Stored items:
---
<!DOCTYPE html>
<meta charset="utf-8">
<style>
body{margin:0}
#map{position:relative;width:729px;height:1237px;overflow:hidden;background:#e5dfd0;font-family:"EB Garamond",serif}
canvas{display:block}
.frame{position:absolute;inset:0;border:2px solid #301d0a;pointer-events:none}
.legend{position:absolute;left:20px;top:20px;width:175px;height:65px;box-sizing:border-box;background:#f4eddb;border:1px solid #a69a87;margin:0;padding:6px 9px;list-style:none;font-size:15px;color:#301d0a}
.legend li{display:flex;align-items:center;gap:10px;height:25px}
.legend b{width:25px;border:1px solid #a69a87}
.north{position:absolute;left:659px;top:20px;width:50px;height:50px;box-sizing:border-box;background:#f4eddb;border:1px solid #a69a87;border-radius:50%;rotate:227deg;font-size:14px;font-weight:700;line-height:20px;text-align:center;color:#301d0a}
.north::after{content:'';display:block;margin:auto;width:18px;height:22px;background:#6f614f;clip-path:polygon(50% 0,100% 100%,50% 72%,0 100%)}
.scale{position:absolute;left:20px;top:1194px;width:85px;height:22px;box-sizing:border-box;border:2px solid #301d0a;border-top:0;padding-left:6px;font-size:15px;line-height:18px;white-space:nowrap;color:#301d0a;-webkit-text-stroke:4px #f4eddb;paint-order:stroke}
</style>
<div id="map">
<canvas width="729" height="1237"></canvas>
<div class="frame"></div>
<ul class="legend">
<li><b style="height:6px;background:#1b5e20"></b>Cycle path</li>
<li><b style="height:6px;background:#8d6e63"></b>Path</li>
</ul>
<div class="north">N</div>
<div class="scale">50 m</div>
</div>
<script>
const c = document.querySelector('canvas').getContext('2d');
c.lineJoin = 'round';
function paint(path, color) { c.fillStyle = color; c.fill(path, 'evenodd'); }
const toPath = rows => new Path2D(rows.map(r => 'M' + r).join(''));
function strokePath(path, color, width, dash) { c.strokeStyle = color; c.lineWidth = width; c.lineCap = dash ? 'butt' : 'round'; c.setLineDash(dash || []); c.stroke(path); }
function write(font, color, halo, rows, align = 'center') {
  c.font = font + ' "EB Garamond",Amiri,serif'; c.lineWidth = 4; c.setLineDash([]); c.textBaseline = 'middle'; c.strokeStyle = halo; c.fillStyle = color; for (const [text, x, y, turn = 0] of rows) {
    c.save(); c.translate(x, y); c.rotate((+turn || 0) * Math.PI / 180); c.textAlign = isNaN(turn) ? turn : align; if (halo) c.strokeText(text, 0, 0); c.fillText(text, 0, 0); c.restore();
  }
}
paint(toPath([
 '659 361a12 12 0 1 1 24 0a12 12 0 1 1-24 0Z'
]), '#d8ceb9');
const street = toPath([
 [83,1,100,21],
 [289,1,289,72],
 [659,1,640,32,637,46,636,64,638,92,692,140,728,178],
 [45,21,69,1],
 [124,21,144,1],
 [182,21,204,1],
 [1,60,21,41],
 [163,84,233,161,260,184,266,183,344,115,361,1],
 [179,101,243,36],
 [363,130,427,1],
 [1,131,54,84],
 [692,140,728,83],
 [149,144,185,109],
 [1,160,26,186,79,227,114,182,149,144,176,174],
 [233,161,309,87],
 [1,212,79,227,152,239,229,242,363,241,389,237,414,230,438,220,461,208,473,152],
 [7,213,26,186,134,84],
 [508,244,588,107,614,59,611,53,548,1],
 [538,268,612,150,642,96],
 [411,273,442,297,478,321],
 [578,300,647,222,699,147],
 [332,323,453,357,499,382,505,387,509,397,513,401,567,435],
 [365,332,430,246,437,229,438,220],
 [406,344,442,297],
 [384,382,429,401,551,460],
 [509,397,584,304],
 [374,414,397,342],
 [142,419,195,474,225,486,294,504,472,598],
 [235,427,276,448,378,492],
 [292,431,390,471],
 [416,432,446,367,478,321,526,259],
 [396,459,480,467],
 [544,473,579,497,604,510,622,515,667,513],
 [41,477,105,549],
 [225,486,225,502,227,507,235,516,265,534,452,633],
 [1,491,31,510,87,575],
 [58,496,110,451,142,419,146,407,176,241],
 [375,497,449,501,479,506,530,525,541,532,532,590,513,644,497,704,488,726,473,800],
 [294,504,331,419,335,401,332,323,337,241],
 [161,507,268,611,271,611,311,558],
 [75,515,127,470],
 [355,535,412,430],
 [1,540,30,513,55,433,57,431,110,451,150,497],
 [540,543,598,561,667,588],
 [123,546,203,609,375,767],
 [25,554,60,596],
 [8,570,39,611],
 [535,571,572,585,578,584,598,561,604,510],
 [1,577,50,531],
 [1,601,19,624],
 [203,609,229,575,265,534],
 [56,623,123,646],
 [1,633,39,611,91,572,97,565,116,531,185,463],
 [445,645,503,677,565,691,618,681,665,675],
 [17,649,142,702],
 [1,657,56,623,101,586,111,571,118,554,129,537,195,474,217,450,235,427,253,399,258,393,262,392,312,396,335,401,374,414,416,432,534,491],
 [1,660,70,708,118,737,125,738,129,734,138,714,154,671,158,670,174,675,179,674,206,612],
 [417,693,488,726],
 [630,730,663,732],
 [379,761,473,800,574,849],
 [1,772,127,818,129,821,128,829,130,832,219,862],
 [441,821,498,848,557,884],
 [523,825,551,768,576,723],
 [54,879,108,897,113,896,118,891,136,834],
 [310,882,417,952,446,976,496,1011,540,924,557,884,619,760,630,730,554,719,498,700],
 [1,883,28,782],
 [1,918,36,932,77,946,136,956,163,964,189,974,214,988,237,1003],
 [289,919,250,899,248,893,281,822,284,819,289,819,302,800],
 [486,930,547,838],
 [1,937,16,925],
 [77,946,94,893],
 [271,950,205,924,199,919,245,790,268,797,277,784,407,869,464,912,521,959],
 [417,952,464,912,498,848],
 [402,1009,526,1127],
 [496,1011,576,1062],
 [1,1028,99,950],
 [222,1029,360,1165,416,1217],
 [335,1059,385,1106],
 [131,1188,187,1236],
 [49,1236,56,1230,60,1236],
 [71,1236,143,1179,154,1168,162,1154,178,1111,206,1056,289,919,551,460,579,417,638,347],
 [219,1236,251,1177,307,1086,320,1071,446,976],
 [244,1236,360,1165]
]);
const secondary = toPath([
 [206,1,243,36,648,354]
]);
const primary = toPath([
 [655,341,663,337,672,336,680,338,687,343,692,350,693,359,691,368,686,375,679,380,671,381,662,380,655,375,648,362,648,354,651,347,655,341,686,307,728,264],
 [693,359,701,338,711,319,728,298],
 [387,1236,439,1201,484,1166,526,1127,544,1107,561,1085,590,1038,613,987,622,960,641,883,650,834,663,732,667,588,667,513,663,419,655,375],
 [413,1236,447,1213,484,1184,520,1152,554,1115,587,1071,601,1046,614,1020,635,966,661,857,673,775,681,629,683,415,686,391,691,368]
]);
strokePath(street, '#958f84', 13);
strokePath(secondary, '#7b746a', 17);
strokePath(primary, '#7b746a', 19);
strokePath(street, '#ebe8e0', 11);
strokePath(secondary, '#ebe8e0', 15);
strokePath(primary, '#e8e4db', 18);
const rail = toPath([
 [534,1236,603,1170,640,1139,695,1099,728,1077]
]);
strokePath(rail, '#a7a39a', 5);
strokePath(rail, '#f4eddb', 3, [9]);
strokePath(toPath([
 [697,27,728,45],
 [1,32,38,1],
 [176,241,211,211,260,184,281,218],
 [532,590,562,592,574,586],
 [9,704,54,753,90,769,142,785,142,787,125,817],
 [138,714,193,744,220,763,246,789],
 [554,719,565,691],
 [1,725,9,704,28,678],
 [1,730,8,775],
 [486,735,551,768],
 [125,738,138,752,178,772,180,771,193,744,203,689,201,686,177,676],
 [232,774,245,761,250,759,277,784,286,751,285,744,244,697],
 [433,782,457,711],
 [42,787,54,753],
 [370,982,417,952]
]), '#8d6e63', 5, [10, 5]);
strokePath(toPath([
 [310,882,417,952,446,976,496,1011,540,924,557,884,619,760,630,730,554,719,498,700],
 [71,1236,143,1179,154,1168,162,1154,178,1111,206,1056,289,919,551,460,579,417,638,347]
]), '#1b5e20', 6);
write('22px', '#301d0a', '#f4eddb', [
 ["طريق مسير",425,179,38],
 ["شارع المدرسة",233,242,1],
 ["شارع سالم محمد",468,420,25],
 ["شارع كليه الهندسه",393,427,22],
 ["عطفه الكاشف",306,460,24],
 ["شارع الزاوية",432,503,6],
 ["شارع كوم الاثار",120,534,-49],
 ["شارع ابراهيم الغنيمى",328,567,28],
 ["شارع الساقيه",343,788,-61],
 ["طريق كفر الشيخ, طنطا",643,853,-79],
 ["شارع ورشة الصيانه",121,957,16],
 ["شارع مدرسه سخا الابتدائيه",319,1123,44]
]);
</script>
---
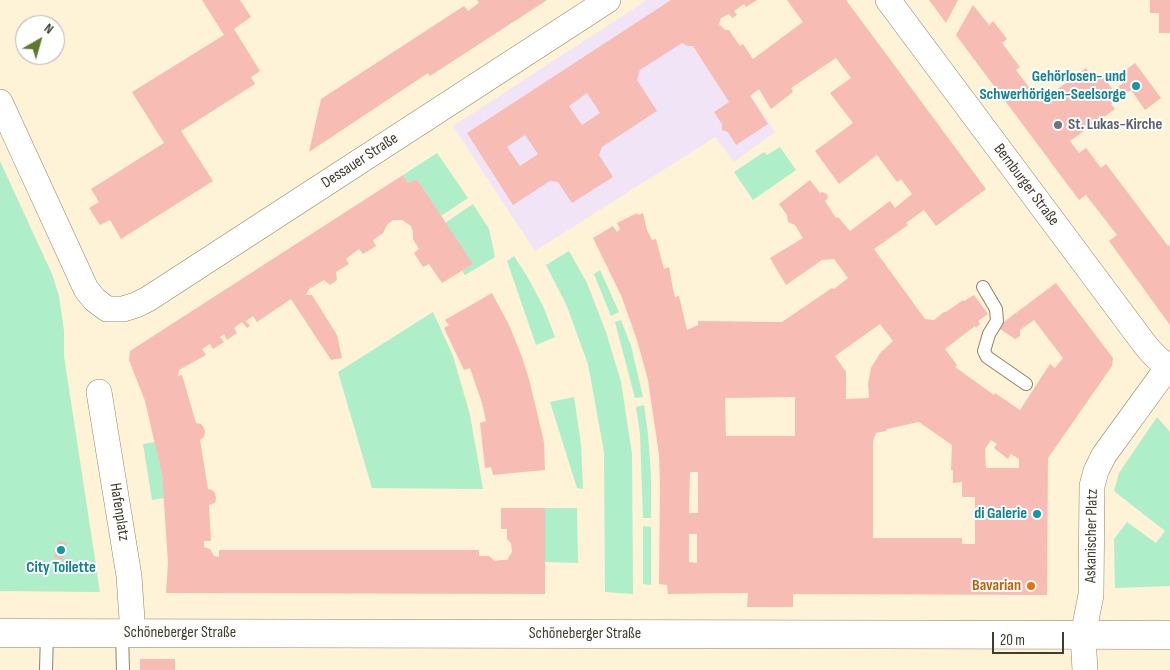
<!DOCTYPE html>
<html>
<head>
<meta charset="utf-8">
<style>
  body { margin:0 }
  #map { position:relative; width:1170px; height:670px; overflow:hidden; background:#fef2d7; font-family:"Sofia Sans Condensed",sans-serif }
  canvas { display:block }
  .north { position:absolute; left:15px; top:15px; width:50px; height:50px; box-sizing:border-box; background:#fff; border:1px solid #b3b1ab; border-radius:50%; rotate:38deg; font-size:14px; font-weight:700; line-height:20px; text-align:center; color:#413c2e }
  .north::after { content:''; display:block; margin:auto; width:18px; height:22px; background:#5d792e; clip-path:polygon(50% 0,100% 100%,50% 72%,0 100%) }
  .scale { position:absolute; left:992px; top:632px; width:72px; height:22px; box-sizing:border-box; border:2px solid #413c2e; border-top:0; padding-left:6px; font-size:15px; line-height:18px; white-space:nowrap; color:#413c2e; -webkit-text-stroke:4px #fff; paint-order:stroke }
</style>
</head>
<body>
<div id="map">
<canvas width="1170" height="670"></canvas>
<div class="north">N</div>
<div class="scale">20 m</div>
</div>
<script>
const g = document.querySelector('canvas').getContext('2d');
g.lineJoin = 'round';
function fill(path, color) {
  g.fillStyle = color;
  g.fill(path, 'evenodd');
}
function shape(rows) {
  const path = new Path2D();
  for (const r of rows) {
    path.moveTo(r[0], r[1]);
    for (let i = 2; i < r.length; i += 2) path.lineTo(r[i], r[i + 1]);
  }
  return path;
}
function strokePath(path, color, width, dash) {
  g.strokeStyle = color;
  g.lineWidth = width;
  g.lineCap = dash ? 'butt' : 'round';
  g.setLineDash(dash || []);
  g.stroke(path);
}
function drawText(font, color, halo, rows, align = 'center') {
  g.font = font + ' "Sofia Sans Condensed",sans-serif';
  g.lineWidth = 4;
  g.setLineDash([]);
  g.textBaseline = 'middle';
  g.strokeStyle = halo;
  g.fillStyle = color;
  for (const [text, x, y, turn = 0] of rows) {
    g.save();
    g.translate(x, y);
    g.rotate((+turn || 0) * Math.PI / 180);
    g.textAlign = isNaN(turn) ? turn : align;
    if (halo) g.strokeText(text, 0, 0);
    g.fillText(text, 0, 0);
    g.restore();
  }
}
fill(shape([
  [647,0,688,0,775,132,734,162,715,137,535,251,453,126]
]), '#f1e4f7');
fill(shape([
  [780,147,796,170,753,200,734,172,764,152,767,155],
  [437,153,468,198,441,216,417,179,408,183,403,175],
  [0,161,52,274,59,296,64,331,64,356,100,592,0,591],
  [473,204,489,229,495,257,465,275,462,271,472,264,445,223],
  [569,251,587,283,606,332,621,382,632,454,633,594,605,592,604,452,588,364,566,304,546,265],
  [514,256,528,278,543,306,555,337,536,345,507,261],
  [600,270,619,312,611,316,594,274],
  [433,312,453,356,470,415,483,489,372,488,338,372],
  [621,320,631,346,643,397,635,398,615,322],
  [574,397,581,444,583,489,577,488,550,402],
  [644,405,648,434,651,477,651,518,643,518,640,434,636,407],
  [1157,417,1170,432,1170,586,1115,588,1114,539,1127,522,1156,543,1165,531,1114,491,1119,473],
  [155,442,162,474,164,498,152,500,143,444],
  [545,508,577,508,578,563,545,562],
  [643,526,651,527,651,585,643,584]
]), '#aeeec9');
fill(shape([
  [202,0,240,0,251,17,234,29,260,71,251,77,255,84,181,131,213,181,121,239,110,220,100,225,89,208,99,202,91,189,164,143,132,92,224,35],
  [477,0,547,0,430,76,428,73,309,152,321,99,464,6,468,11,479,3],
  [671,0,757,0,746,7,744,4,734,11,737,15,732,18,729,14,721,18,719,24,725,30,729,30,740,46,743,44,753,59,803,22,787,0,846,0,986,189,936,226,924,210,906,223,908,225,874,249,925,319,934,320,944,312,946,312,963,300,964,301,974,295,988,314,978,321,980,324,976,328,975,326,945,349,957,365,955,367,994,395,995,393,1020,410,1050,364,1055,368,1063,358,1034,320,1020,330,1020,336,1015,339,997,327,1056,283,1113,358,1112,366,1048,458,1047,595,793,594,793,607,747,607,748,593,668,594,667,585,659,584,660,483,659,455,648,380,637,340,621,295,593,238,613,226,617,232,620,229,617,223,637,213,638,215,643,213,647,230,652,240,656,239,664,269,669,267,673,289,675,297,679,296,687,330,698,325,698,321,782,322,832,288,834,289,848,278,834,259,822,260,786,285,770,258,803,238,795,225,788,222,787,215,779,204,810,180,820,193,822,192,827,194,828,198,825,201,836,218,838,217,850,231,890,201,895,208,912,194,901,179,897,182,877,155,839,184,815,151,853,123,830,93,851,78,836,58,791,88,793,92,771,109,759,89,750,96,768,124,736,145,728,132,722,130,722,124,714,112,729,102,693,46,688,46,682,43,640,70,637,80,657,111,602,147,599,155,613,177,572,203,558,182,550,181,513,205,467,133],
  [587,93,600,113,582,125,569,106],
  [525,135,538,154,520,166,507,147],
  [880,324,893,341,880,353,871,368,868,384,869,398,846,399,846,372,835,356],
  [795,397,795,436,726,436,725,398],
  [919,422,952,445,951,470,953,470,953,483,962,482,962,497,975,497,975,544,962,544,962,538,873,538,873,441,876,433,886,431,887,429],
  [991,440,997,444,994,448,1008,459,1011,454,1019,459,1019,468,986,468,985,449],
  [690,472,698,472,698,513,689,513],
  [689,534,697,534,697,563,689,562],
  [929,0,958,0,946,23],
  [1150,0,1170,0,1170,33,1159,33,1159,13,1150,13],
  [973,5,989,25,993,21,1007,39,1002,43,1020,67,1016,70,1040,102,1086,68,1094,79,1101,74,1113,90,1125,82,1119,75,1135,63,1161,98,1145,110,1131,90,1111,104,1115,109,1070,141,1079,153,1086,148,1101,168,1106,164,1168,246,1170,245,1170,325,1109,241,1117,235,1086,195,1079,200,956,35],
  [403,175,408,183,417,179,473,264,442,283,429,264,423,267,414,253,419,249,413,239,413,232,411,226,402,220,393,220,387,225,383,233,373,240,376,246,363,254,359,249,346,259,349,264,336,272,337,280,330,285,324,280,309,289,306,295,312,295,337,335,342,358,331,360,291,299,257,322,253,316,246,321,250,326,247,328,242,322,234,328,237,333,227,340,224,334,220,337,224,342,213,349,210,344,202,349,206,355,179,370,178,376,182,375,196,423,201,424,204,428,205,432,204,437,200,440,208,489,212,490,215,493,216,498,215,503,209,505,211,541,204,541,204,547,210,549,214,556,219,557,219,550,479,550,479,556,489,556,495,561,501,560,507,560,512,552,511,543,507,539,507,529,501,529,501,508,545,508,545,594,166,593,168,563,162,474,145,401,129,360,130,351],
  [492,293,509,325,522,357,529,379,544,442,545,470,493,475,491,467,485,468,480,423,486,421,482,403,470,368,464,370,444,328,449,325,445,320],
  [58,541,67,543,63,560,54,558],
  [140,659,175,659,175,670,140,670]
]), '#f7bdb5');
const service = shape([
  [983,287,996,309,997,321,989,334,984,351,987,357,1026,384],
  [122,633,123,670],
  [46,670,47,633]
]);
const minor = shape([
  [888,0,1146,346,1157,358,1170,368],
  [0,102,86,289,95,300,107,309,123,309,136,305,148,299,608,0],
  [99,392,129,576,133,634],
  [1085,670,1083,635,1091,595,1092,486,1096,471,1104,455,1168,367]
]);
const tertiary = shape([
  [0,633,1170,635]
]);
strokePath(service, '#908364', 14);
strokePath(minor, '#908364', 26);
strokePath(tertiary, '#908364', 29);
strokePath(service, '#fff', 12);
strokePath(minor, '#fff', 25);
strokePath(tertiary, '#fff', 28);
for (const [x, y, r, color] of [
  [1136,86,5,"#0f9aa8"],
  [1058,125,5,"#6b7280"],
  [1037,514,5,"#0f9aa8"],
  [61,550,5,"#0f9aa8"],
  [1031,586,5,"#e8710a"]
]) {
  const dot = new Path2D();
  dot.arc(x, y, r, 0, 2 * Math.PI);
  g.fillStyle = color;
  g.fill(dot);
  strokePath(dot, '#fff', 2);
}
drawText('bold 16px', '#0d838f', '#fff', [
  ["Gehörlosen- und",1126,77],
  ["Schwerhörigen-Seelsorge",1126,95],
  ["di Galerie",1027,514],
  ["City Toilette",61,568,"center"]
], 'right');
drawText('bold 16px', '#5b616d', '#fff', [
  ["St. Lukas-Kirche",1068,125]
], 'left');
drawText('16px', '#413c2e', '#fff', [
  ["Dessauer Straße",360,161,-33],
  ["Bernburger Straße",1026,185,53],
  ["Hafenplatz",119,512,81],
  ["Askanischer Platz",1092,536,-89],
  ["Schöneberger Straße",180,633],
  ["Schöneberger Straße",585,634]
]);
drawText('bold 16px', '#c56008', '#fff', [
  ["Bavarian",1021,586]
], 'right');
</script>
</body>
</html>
---
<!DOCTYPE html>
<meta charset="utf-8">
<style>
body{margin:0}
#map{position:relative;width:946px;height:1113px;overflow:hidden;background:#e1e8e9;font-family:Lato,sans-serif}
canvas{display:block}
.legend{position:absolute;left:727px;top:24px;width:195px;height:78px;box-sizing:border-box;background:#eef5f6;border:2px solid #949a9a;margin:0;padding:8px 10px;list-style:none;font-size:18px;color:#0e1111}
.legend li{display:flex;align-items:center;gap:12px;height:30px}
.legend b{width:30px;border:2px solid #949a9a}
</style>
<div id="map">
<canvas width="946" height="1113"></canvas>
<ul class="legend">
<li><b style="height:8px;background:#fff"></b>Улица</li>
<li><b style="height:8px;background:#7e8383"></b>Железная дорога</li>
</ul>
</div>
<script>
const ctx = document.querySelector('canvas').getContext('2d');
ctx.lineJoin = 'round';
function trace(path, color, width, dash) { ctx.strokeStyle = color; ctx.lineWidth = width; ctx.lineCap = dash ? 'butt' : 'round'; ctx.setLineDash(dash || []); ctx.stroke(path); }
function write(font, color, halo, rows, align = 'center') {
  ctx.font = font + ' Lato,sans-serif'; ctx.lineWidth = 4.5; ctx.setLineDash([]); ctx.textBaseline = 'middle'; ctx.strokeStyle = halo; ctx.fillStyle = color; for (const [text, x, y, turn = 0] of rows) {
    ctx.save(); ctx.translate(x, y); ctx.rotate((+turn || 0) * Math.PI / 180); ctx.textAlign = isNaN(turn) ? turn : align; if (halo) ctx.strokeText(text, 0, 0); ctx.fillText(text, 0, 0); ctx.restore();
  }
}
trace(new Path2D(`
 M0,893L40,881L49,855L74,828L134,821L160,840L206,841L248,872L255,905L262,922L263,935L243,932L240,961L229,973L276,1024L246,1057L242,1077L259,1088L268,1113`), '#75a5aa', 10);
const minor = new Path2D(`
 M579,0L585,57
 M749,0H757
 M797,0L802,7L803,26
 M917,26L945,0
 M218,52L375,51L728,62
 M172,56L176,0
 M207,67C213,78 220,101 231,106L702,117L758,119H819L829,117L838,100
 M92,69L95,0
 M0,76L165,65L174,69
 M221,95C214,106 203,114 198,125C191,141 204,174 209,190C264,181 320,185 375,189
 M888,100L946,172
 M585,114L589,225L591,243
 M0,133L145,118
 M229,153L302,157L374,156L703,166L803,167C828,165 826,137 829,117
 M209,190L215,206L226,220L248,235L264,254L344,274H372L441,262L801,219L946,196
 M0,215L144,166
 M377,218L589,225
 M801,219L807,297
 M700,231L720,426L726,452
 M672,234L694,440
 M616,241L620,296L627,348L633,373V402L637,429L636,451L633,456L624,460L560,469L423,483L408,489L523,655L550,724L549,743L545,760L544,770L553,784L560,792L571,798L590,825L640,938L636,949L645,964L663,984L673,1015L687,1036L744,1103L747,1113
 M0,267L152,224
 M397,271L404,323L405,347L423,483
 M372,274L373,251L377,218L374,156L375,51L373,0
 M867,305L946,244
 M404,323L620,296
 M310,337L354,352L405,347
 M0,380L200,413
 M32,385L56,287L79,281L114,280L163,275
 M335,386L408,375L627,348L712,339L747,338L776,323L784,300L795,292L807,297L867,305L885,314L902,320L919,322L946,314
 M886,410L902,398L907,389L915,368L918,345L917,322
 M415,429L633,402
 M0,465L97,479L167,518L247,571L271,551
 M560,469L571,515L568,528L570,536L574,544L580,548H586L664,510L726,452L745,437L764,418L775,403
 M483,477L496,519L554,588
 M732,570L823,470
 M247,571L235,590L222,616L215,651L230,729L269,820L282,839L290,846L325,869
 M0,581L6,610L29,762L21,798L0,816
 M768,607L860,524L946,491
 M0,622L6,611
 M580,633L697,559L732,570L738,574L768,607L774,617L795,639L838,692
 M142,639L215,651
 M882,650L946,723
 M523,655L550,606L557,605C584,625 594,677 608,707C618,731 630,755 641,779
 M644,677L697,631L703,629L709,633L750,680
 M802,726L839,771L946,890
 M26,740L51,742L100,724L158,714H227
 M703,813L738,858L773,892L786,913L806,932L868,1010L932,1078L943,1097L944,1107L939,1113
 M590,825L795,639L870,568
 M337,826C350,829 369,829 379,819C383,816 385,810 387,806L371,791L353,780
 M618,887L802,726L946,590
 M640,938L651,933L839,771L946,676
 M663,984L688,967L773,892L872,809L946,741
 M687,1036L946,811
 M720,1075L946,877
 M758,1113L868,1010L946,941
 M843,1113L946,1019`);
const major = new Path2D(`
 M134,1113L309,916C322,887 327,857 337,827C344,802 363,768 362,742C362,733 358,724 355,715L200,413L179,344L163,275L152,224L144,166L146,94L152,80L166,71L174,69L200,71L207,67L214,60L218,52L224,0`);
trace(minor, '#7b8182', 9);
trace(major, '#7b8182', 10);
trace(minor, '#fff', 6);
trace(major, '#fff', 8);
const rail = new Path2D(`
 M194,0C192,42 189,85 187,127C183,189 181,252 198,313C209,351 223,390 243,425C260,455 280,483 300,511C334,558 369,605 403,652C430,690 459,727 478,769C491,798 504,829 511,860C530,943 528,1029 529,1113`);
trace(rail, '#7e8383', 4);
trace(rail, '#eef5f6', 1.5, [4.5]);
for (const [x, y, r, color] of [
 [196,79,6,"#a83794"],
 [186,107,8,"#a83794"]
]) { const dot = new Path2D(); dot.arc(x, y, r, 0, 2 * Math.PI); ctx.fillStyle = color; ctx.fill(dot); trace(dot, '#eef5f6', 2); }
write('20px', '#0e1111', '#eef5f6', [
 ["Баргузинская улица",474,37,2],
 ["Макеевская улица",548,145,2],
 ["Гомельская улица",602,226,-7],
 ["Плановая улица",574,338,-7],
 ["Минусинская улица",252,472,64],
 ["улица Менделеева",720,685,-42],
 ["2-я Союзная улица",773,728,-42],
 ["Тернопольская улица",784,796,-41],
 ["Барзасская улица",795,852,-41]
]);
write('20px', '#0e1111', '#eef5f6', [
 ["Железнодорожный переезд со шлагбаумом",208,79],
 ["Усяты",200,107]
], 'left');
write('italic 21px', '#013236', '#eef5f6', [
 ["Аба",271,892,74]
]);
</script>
---
> _Assigned task_: Determine the number of lines in the preceding data that contain the word "evenodd". Reply with that number only.

> _Solution_: 2